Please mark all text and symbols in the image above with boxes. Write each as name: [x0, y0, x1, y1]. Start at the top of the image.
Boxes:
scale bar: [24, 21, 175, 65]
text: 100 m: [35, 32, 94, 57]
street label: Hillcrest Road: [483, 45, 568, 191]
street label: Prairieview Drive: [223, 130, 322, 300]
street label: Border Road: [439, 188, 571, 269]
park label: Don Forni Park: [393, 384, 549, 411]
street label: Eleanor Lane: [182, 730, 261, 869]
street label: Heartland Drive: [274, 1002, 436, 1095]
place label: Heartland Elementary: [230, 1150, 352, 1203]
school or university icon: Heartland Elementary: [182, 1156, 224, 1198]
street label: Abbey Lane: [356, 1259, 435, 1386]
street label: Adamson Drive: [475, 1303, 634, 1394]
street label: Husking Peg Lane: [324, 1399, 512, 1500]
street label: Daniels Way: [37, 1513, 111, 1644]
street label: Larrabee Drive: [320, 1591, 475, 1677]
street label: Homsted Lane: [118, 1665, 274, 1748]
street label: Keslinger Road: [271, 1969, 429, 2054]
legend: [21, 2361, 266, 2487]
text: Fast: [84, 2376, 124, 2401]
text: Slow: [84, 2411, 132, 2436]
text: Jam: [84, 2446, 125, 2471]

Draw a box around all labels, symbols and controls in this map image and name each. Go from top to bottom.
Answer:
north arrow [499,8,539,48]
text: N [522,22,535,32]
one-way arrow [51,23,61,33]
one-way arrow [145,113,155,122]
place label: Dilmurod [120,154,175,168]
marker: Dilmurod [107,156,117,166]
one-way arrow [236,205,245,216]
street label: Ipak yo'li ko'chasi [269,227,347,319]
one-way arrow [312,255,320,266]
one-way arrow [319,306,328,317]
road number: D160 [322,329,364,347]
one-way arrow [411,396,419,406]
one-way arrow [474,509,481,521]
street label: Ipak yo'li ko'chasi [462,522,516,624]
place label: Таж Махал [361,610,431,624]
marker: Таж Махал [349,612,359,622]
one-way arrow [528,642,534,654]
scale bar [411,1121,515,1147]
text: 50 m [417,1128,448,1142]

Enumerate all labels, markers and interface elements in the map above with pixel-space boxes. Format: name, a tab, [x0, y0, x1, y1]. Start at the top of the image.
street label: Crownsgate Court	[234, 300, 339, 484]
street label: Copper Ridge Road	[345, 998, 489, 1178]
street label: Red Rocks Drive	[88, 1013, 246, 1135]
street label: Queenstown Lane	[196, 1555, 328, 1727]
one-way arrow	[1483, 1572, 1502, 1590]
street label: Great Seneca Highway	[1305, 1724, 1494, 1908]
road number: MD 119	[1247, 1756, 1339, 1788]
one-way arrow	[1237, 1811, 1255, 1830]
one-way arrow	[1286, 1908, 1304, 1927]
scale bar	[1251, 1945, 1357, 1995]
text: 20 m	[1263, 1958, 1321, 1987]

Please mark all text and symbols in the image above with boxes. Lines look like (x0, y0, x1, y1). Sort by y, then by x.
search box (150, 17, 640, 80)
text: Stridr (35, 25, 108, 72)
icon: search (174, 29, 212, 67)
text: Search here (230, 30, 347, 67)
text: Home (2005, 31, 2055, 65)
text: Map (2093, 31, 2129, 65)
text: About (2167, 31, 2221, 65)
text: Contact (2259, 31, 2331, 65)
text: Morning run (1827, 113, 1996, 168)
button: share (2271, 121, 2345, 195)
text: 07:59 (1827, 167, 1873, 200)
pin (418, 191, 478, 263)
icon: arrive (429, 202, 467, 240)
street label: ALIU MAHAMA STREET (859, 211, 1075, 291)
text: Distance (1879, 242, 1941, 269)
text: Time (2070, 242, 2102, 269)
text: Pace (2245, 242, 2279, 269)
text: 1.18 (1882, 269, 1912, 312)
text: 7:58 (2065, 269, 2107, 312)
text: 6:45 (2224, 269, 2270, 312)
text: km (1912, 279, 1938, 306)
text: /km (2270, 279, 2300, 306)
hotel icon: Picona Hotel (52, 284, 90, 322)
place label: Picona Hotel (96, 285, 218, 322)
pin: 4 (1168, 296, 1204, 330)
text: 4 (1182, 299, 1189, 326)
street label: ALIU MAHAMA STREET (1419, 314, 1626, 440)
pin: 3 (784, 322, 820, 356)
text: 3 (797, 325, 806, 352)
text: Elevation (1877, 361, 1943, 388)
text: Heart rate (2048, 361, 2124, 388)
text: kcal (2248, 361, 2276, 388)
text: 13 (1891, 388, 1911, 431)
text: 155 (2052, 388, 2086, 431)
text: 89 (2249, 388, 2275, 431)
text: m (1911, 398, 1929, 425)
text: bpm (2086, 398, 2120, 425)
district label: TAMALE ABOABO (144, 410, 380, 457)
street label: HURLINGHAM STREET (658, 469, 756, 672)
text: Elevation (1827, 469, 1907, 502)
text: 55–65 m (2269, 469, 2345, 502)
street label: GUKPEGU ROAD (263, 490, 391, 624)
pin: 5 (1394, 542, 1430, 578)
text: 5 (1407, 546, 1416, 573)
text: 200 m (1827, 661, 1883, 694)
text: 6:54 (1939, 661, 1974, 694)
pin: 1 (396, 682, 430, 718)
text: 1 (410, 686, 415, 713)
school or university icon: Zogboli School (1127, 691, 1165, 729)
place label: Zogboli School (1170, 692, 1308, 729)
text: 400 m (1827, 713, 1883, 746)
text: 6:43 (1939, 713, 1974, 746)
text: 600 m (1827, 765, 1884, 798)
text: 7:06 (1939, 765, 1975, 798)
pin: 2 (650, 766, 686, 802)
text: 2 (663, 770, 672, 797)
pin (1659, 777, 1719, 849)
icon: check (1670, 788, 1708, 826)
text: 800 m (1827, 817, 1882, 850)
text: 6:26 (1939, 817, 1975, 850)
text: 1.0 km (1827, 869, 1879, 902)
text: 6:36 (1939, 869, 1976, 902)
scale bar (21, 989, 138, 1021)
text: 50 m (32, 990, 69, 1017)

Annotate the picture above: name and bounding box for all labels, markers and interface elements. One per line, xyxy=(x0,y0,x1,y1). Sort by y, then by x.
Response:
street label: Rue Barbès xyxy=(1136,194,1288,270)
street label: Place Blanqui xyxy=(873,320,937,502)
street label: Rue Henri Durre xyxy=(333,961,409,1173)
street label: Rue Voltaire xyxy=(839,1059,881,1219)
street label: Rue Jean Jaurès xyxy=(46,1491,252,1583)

++++++++

WHAT YOU ARE ASKED TO DO
Search the entries above for "ALIU". Return every line that has it.

YOUR SOLUTION
street label: ALIU MAHAMA STREET (859, 211, 1075, 291)
street label: ALIU MAHAMA STREET (1419, 314, 1626, 440)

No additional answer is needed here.